§ Exercise goal:
Reproduce the records that follow exactly; any picture among them stays out.

┌─ Provided data

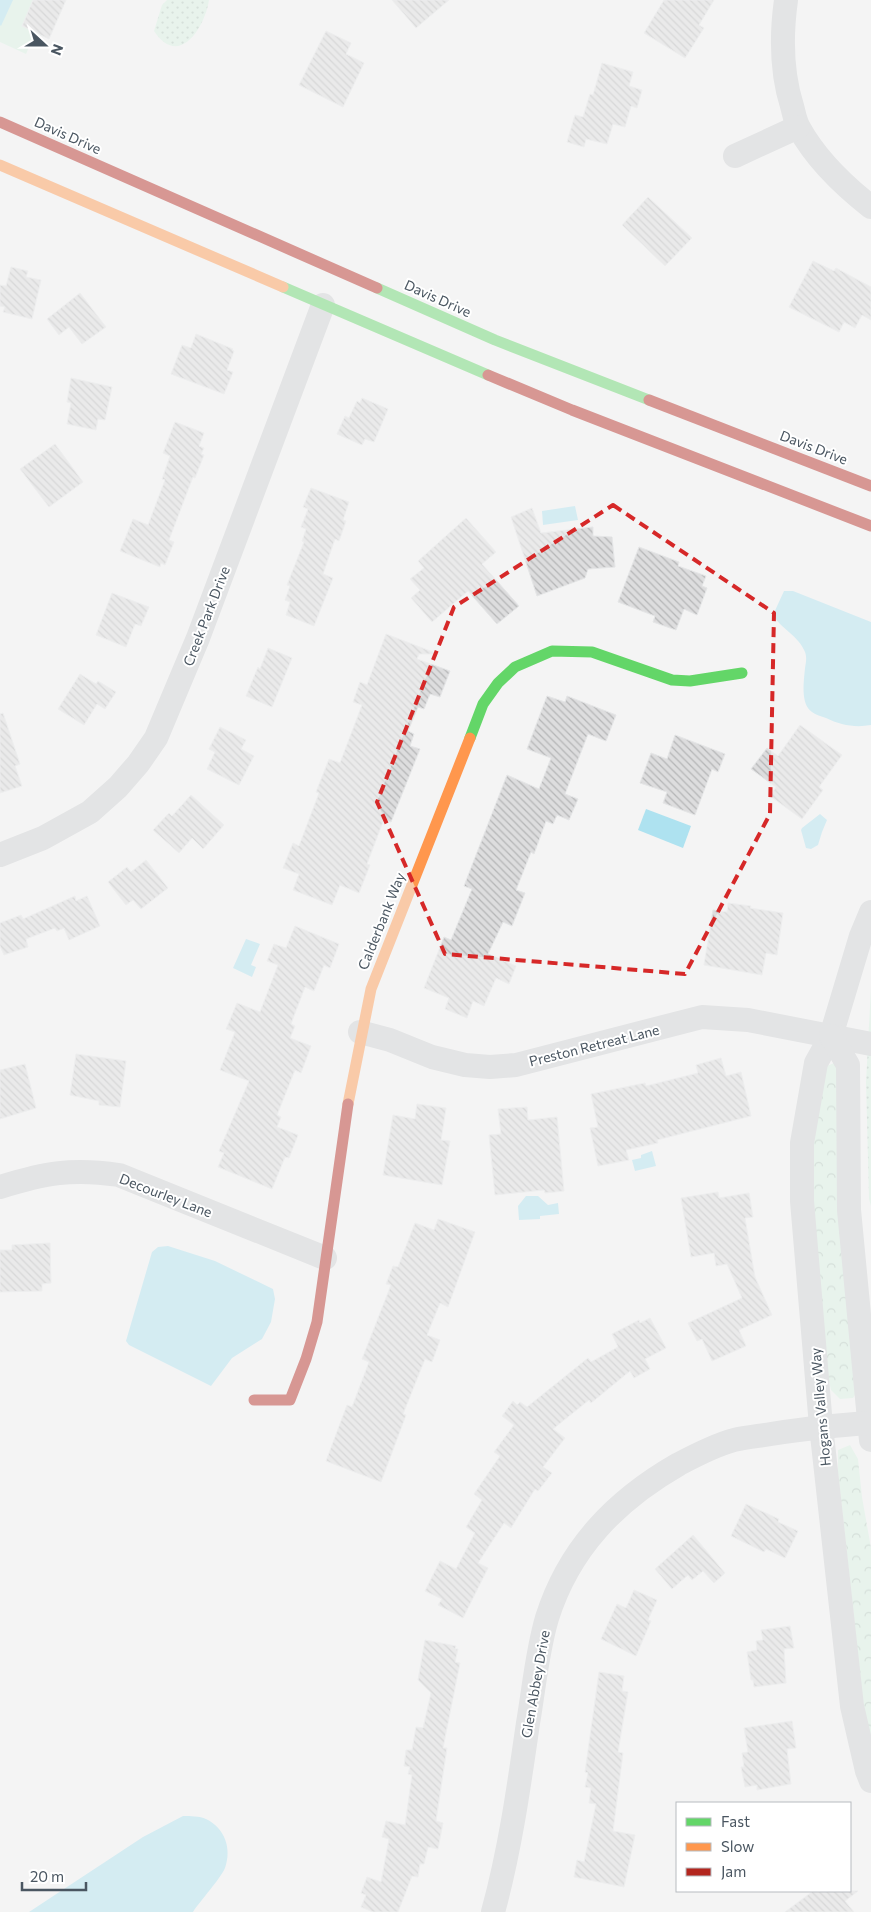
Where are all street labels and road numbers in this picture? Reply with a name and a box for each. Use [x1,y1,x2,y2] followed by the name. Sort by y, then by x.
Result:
[32,113,104,157] street label: Davis Drive
[402,276,474,320] street label: Davis Drive
[778,426,850,468] street label: Davis Drive
[179,564,233,668] street label: Creek Park Drive
[354,870,408,972] street label: Calderbank Way
[527,1021,661,1069] street label: Preston Retreat Lane
[117,1170,215,1220] street label: Decourley Lane
[806,1347,834,1467] street label: Hogans Valley Way
[517,1629,553,1739] street label: Glen Abbey Drive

└─

§ Task response:
Where are all street labels and road numbers in this picture? Reply with a name and a box for each. Use [x1,y1,x2,y2] followed by the name. Sort by y, then by x.
Result:
[32,113,104,157] street label: Davis Drive
[402,276,474,320] street label: Davis Drive
[778,426,850,468] street label: Davis Drive
[179,564,233,668] street label: Creek Park Drive
[354,870,408,972] street label: Calderbank Way
[527,1021,661,1069] street label: Preston Retreat Lane
[117,1170,215,1220] street label: Decourley Lane
[806,1347,834,1467] street label: Hogans Valley Way
[517,1629,553,1739] street label: Glen Abbey Drive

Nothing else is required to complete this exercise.